• Task item
If a record holds a picture, leave the picture out and restate everything else word for word.

• Data to process

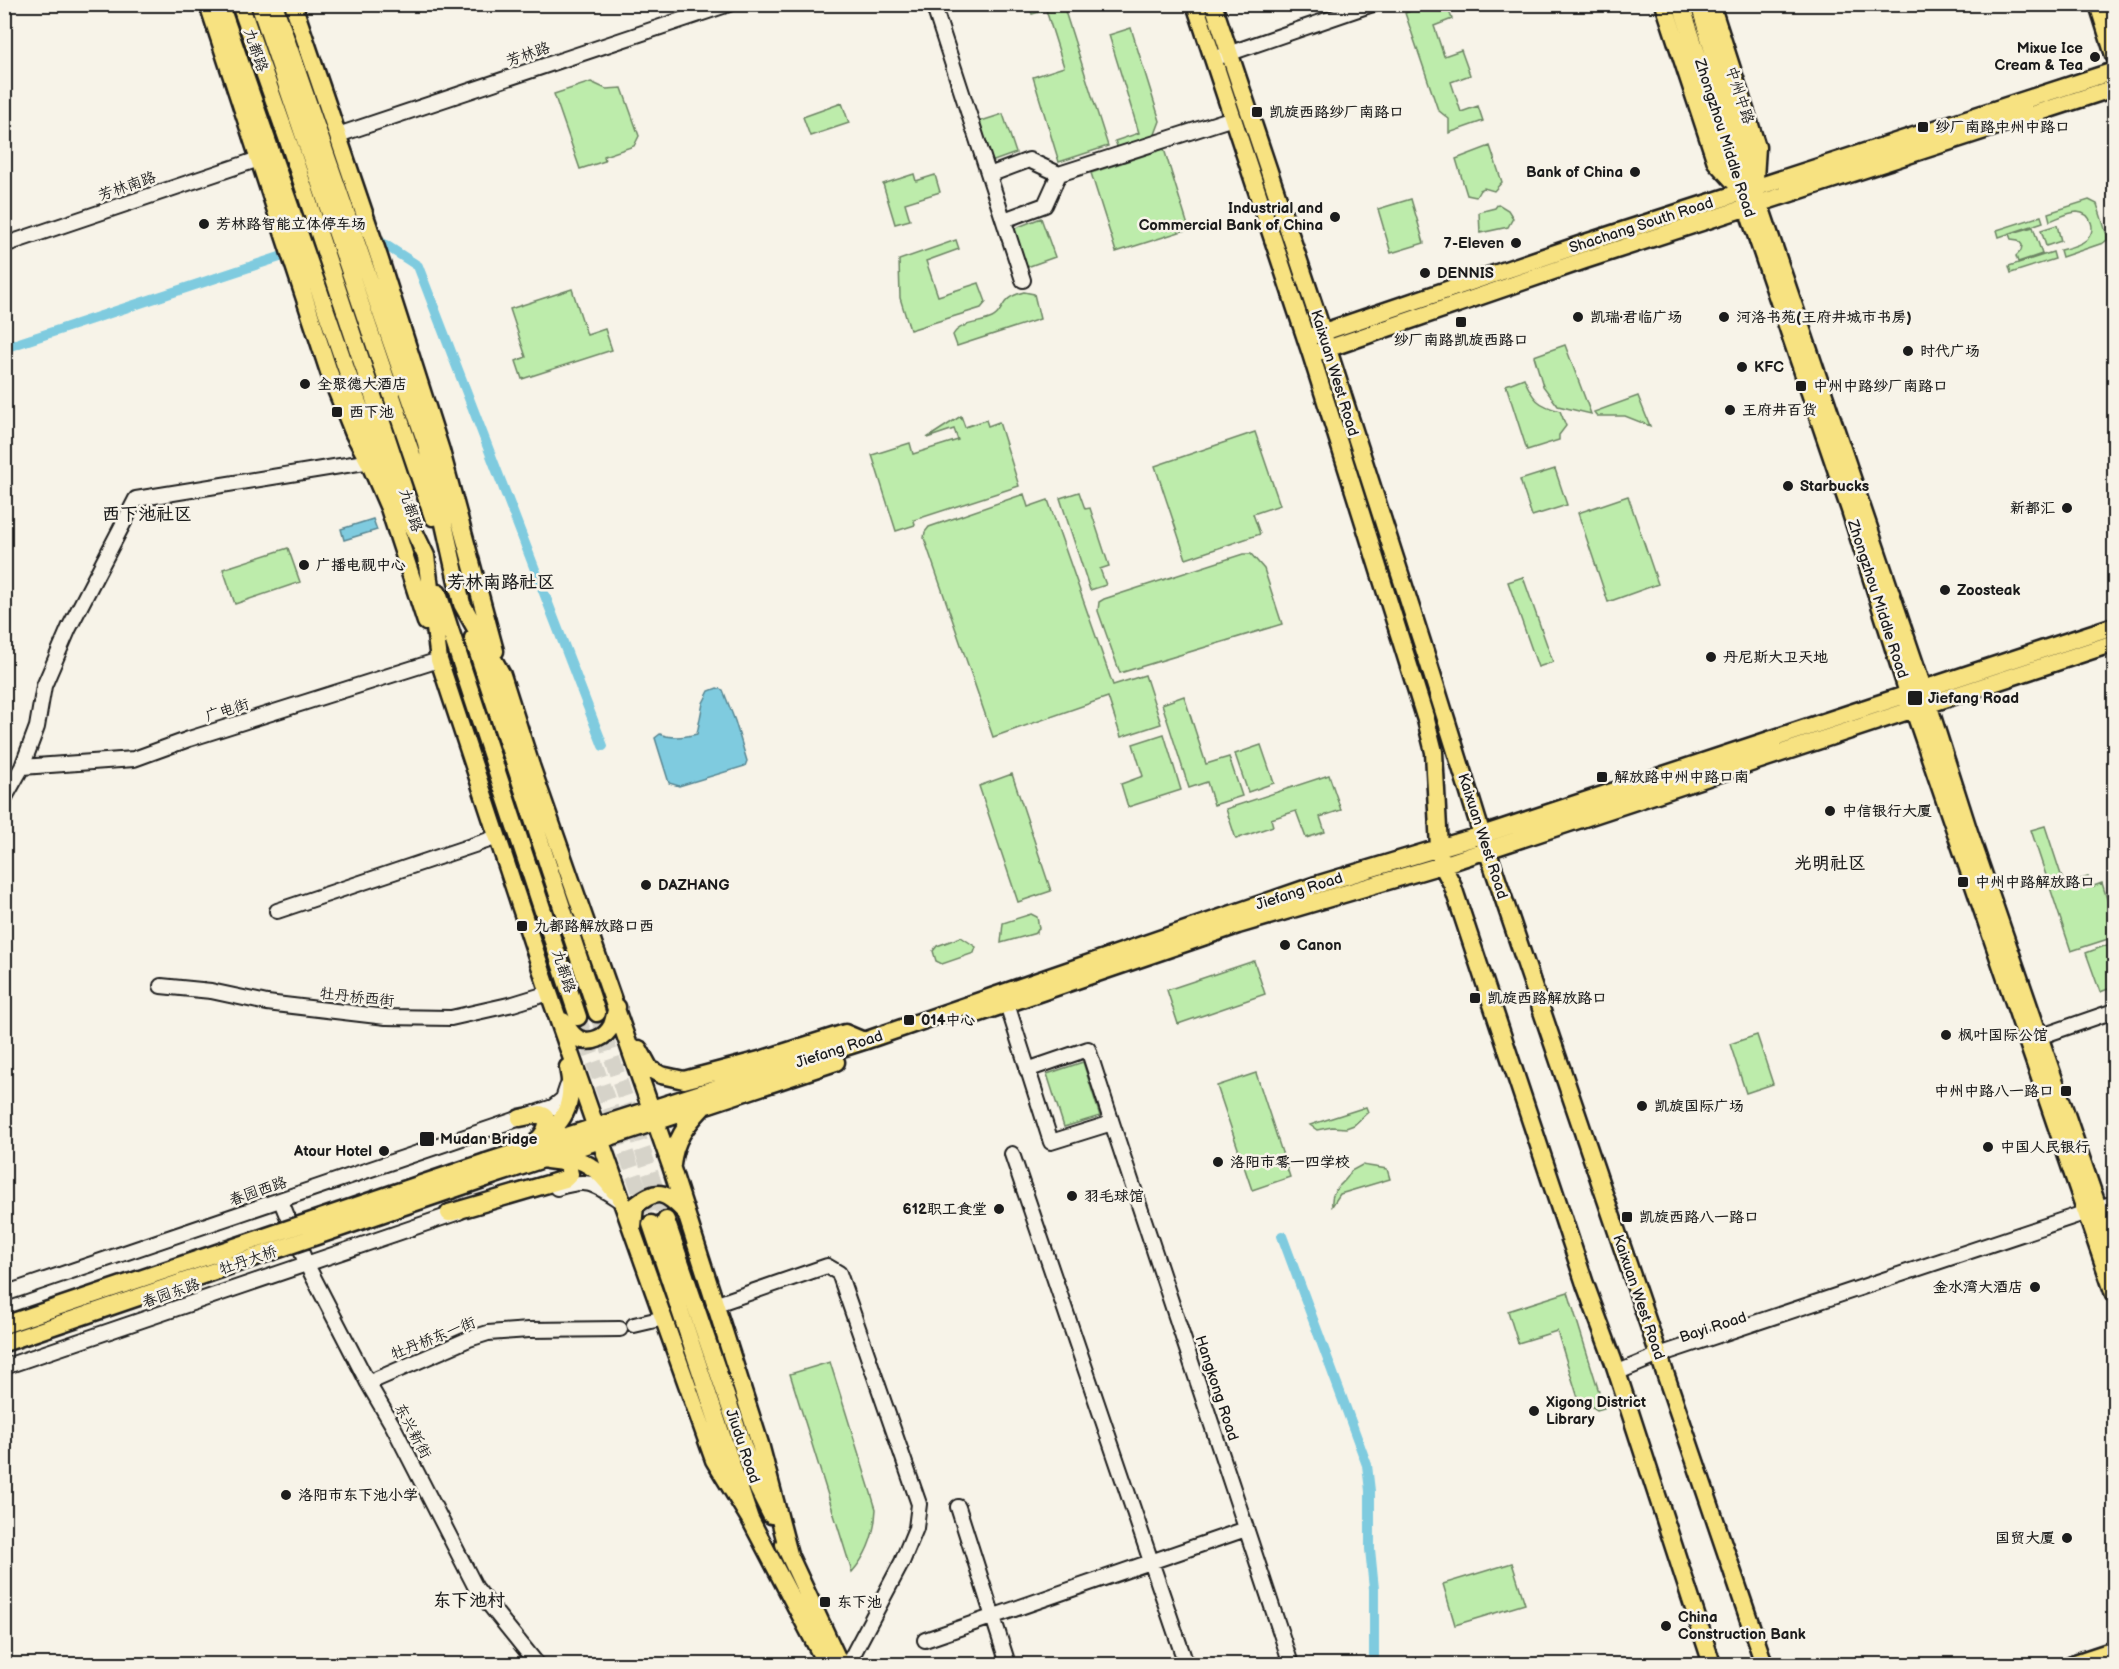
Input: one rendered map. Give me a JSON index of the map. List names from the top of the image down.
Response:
{
  "streets": {
    "main road": [
      "九都路",
      "中州中路",
      "Zhongzhou Middle Road",
      "Shachang South Road",
      "Kaixuan West Road",
      "Jiefang Road",
      "牡丹大桥",
      "Jiudu Road"
    ],
    "street": [
      "芳林路",
      "芳林南路",
      "广电街",
      "牡丹桥西街",
      "春园西路",
      "春园东路",
      "Bayi Road",
      "牡丹桥东一街",
      "Hangkong Road",
      "东兴新街"
    ]
  },
  "crossings": [
    ["九都路", "芳林南路"],
    ["九都路", "广电街"],
    ["中州中路", "Zhongzhou Middle Road"],
    ["中州中路", "Shachang South Road"],
    ["Zhongzhou Middle Road", "Shachang South Road"],
    ["Zhongzhou Middle Road", "Jiefang Road"],
    ["Zhongzhou Middle Road", "Bayi Road"],
    ["Shachang South Road", "Kaixuan West Road"],
    ["Kaixuan West Road", "Jiefang Road"],
    ["Kaixuan West Road", "Bayi Road"],
    ["Jiefang Road", "牡丹大桥"],
    ["春园西路", "东兴新街"],
    ["春园东路", "东兴新街"],
    ["牡丹桥东一街", "东兴新街"]
  ],
  "districts": [
    "西下池社区",
    "芳林南路社区",
    "光明社区",
    "东下池村"
  ],
  "places": {
    "other": [
      "Mixue Ice Cream & Tea",
      "Bank of China",
      "Industrial and Commercial Bank of China",
      "芳林路智能立体停车场",
      "7-Eleven",
      "DENNIS",
      "凯瑞·君临广场",
      "河洛书苑(王府井城市书房)",
      "时代广场",
      "KFC",
      "全聚德大酒店",
      "王府井百货",
      "Starbucks",
      "新都汇",
      "广播电视中心",
      "Zoosteak",
      "丹尼斯大卫天地",
      "中信银行大厦",
      "DAZHANG",
      "Canon",
      "枫叶国际公馆",
      "凯旋国际广场",
      "中国人民银行",
      "Atour Hotel",
      "洛阳市零一四学校",
      "羽毛球馆",
      "612职工食堂",
      "金水湾大酒店",
      "Xigong District Library",
      "洛阳市东下池小学",
      "国贸大厦",
      "China Construction Bank"
    ],
    "transit": [
      "凯旋西路纱厂南路口",
      "纱厂南路中州中路口",
      "纱厂南路凯旋西路口",
      "中州中路纱厂南路口",
      "西下池",
      "Jiefang Road",
      "解放路中州中路口南",
      "中州中路解放路口",
      "九都路解放路口西",
      "凯旋西路解放路口",
      "014中心",
      "中州中路八一路口",
      "Mudan Bridge",
      "凯旋西路八一路口",
      "东下池"
    ]
  }
}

• Response
Input: one rendered map. Give me a JSON index of the map. List names from the top of the image down.
Response:
{
  "streets": {
    "main road": [
      "九都路",
      "中州中路",
      "Zhongzhou Middle Road",
      "Shachang South Road",
      "Kaixuan West Road",
      "Jiefang Road",
      "牡丹大桥",
      "Jiudu Road"
    ],
    "street": [
      "芳林路",
      "芳林南路",
      "广电街",
      "牡丹桥西街",
      "春园西路",
      "春园东路",
      "Bayi Road",
      "牡丹桥东一街",
      "Hangkong Road",
      "东兴新街"
    ]
  },
  "crossings": [
    ["九都路", "芳林南路"],
    ["九都路", "广电街"],
    ["中州中路", "Zhongzhou Middle Road"],
    ["中州中路", "Shachang South Road"],
    ["Zhongzhou Middle Road", "Shachang South Road"],
    ["Zhongzhou Middle Road", "Jiefang Road"],
    ["Zhongzhou Middle Road", "Bayi Road"],
    ["Shachang South Road", "Kaixuan West Road"],
    ["Kaixuan West Road", "Jiefang Road"],
    ["Kaixuan West Road", "Bayi Road"],
    ["Jiefang Road", "牡丹大桥"],
    ["春园西路", "东兴新街"],
    ["春园东路", "东兴新街"],
    ["牡丹桥东一街", "东兴新街"]
  ],
  "districts": [
    "西下池社区",
    "芳林南路社区",
    "光明社区",
    "东下池村"
  ],
  "places": {
    "other": [
      "Mixue Ice Cream & Tea",
      "Bank of China",
      "Industrial and Commercial Bank of China",
      "芳林路智能立体停车场",
      "7-Eleven",
      "DENNIS",
      "凯瑞·君临广场",
      "河洛书苑(王府井城市书房)",
      "时代广场",
      "KFC",
      "全聚德大酒店",
      "王府井百货",
      "Starbucks",
      "新都汇",
      "广播电视中心",
      "Zoosteak",
      "丹尼斯大卫天地",
      "中信银行大厦",
      "DAZHANG",
      "Canon",
      "枫叶国际公馆",
      "凯旋国际广场",
      "中国人民银行",
      "Atour Hotel",
      "洛阳市零一四学校",
      "羽毛球馆",
      "612职工食堂",
      "金水湾大酒店",
      "Xigong District Library",
      "洛阳市东下池小学",
      "国贸大厦",
      "China Construction Bank"
    ],
    "transit": [
      "凯旋西路纱厂南路口",
      "纱厂南路中州中路口",
      "纱厂南路凯旋西路口",
      "中州中路纱厂南路口",
      "西下池",
      "Jiefang Road",
      "解放路中州中路口南",
      "中州中路解放路口",
      "九都路解放路口西",
      "凯旋西路解放路口",
      "014中心",
      "中州中路八一路口",
      "Mudan Bridge",
      "凯旋西路八一路口",
      "东下池"
    ]
  }
}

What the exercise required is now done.